Daryl Roxburgh, President and Global Head of BITA Risk® part of the corfinancial® Group
In a discussion last week with a CIO, he said, “investors may be disappointed in returns – due to the market – but they do not want to be surprised”. This prompted us to write about how to avoid surprises, or “the intelligent anticipation of the unexpected”.
Identifying, understanding and mitigating portfolio risks will help remove surprises and lead to more consistent portfolio performance. This does not have to mean 100% rebalancing to a strict model, something that is not always appropriate or possible in HNW and UHNW client portfolios. More than with the right oversight and insight, managers can have freedom within a framework to deliver good suitable outcomes to their clients.

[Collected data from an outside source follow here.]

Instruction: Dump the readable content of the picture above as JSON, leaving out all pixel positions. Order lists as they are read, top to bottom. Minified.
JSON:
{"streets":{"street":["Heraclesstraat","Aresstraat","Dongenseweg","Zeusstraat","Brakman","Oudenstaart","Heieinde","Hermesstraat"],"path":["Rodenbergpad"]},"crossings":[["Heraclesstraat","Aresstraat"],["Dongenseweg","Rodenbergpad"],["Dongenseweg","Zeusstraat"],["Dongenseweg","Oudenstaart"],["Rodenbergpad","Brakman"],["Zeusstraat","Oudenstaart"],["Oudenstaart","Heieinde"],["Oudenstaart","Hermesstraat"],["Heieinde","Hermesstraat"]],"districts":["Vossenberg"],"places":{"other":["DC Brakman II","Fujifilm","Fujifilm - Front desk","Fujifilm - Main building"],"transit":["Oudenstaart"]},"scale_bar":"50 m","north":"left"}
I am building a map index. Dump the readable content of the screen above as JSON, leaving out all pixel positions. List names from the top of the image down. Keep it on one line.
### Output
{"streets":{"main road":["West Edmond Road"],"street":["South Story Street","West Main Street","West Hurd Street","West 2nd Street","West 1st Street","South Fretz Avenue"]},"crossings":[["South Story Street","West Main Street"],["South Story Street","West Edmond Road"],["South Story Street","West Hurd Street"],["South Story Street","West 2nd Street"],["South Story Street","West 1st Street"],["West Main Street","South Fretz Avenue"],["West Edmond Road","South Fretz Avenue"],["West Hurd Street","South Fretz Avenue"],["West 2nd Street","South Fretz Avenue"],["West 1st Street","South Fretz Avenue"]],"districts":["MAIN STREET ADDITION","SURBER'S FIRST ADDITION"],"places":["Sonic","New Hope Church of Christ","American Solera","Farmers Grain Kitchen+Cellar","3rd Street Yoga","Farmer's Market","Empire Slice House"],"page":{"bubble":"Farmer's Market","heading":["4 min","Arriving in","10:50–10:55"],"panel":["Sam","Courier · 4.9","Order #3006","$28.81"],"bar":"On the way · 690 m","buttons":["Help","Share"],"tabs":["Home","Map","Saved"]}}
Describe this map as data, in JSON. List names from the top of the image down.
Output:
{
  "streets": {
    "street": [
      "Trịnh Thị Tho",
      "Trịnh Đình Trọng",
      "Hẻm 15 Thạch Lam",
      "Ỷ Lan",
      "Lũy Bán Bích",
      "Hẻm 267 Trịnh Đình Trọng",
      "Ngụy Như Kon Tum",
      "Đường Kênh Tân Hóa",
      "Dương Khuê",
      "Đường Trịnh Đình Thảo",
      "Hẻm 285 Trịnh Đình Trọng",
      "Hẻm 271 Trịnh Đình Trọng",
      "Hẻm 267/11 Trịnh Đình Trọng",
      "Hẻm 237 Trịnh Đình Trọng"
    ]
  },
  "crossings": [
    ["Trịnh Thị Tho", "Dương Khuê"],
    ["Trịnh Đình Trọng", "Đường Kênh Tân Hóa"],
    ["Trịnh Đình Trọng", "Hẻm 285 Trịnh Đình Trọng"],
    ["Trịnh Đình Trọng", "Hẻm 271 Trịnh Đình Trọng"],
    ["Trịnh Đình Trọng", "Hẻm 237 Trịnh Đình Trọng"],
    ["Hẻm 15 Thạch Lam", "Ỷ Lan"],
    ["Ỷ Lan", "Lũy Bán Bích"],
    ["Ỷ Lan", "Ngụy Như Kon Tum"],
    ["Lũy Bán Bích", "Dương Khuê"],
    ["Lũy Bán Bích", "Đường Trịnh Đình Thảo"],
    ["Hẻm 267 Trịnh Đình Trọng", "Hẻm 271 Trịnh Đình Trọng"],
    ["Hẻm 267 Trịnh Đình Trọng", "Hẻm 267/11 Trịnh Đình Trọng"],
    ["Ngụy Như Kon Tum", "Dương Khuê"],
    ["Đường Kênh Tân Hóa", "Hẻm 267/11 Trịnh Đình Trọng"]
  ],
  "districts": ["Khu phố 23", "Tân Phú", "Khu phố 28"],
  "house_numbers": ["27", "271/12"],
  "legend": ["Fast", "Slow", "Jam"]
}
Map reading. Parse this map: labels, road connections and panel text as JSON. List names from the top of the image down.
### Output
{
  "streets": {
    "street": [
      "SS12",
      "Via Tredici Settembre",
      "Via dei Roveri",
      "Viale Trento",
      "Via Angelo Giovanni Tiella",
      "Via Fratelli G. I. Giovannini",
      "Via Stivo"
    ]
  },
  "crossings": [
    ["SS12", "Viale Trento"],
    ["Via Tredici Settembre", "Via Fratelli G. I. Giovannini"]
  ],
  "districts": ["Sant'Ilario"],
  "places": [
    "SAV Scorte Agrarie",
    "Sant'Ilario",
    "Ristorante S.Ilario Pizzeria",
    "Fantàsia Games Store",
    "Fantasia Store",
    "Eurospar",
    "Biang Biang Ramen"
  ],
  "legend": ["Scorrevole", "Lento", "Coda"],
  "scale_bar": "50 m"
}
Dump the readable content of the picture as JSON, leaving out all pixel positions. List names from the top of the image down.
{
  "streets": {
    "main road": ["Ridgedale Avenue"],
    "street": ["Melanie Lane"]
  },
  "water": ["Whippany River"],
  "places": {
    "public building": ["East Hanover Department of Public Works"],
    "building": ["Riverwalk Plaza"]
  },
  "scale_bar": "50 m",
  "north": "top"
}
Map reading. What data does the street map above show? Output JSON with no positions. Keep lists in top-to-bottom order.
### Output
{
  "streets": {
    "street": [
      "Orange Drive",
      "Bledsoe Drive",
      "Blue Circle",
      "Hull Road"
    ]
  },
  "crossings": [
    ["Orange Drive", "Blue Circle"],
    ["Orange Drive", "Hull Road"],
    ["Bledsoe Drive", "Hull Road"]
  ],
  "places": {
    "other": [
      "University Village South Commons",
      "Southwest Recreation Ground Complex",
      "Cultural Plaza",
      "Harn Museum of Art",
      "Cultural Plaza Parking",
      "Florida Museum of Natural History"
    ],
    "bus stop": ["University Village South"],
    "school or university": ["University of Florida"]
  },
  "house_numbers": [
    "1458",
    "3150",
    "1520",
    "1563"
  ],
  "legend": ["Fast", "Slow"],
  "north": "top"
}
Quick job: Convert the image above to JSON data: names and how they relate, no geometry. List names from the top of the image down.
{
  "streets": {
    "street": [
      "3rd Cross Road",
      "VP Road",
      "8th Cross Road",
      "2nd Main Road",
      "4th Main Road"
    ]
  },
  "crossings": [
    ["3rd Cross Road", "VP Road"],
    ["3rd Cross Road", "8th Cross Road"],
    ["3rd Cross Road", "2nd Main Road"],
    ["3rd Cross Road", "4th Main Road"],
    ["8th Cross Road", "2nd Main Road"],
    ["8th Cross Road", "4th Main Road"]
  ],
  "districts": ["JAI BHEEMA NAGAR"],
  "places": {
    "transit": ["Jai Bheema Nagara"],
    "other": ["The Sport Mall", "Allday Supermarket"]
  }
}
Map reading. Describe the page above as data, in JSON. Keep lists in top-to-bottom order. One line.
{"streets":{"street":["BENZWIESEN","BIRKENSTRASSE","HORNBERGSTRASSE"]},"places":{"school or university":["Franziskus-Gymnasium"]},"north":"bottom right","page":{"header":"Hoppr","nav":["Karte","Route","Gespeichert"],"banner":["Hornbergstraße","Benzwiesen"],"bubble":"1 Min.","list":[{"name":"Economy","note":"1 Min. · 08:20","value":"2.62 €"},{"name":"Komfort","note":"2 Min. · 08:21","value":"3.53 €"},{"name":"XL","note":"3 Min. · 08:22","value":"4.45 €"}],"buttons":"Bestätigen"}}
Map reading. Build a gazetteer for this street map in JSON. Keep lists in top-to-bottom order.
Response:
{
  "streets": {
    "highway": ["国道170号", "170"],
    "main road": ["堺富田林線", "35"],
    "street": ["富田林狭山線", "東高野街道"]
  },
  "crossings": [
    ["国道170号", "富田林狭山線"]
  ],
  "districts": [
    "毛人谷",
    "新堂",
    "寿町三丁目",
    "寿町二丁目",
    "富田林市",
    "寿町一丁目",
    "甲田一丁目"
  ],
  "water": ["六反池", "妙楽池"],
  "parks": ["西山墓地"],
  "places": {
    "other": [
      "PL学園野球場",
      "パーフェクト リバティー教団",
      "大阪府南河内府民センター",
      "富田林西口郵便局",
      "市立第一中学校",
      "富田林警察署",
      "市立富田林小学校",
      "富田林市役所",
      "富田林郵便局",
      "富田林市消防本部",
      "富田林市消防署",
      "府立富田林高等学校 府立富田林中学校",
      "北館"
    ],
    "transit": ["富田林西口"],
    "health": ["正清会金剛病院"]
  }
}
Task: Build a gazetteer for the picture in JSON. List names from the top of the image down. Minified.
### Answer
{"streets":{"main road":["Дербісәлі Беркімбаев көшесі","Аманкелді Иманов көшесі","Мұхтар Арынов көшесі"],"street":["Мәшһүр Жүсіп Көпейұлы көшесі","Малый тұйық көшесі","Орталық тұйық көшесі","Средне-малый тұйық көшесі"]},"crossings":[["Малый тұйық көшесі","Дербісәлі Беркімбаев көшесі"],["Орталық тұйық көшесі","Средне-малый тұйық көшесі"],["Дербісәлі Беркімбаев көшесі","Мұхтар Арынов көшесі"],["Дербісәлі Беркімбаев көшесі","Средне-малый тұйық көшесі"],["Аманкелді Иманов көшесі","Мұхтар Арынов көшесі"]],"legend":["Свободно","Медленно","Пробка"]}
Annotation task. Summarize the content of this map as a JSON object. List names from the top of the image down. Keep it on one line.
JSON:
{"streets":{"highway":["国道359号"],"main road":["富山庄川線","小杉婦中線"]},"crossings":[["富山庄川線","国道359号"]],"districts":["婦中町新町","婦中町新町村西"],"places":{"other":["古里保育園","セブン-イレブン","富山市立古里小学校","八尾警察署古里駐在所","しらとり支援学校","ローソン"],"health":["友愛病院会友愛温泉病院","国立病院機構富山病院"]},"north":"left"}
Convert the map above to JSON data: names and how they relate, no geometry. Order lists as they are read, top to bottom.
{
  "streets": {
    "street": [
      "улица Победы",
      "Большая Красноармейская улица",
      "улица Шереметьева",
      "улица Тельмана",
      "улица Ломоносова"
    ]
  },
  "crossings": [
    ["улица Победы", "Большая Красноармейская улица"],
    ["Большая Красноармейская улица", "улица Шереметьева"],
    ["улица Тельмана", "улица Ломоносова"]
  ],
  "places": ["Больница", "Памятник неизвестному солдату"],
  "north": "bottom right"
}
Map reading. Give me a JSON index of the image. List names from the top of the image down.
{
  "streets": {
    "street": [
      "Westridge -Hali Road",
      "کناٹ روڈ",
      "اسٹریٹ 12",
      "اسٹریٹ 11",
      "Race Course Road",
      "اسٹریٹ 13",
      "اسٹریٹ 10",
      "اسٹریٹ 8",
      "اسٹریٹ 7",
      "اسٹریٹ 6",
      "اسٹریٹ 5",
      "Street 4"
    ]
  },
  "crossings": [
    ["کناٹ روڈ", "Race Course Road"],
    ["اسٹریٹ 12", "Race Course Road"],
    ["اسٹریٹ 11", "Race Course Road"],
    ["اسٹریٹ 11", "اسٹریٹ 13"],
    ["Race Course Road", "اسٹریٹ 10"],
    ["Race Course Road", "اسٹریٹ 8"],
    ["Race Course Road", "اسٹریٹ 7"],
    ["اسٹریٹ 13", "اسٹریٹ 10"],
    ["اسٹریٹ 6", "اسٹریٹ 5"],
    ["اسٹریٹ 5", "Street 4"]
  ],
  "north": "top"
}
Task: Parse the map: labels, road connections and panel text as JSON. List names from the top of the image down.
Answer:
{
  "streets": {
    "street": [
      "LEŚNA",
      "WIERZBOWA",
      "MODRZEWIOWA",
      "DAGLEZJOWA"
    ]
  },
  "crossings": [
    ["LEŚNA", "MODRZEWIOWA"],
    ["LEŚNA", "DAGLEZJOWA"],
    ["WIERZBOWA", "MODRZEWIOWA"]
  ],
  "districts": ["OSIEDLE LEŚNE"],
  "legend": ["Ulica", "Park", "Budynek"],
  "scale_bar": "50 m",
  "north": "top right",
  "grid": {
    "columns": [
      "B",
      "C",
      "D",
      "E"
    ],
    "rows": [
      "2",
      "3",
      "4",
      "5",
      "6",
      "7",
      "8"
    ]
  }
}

Automating the analysis of portfolios and assets to identify those that fall outside client mandate or investment policy does six things:
- Focus attention where needed
- Prioritises action by criticality
- Identifies patterns or systematic behaviour
- Enables known issues to be validated with the client and removed from the exceptions list
- Reduces data prep time by 80%, effort that can be better focussed on actions
- Puts the tool on the IM desk, making it part of daily portfolio management
Checking beyond basic front office system drift and client restrictions, we would suggest considering eleven different groups of monitor tests, to find the proverbial needle in the haystack before it becomes a risk:
- Portfolio market risks
- Concentration risks
- Bond metrics
- Performance deviation
- Goal achievement deviation
- ESG and ER and preferences and restrictions
- Asset allocation
- Asset class characteristics
- Research and non-research list assets positions
- Asset attribute flags e.g., risk, liquidity, rare, restricted
- Admin flags e.g., review due, dummy identifiers
The appropriate and relevant tests will depend on the firm’s investment proposition and business model. Often, different business units served by the same installation will only have a few tests in common.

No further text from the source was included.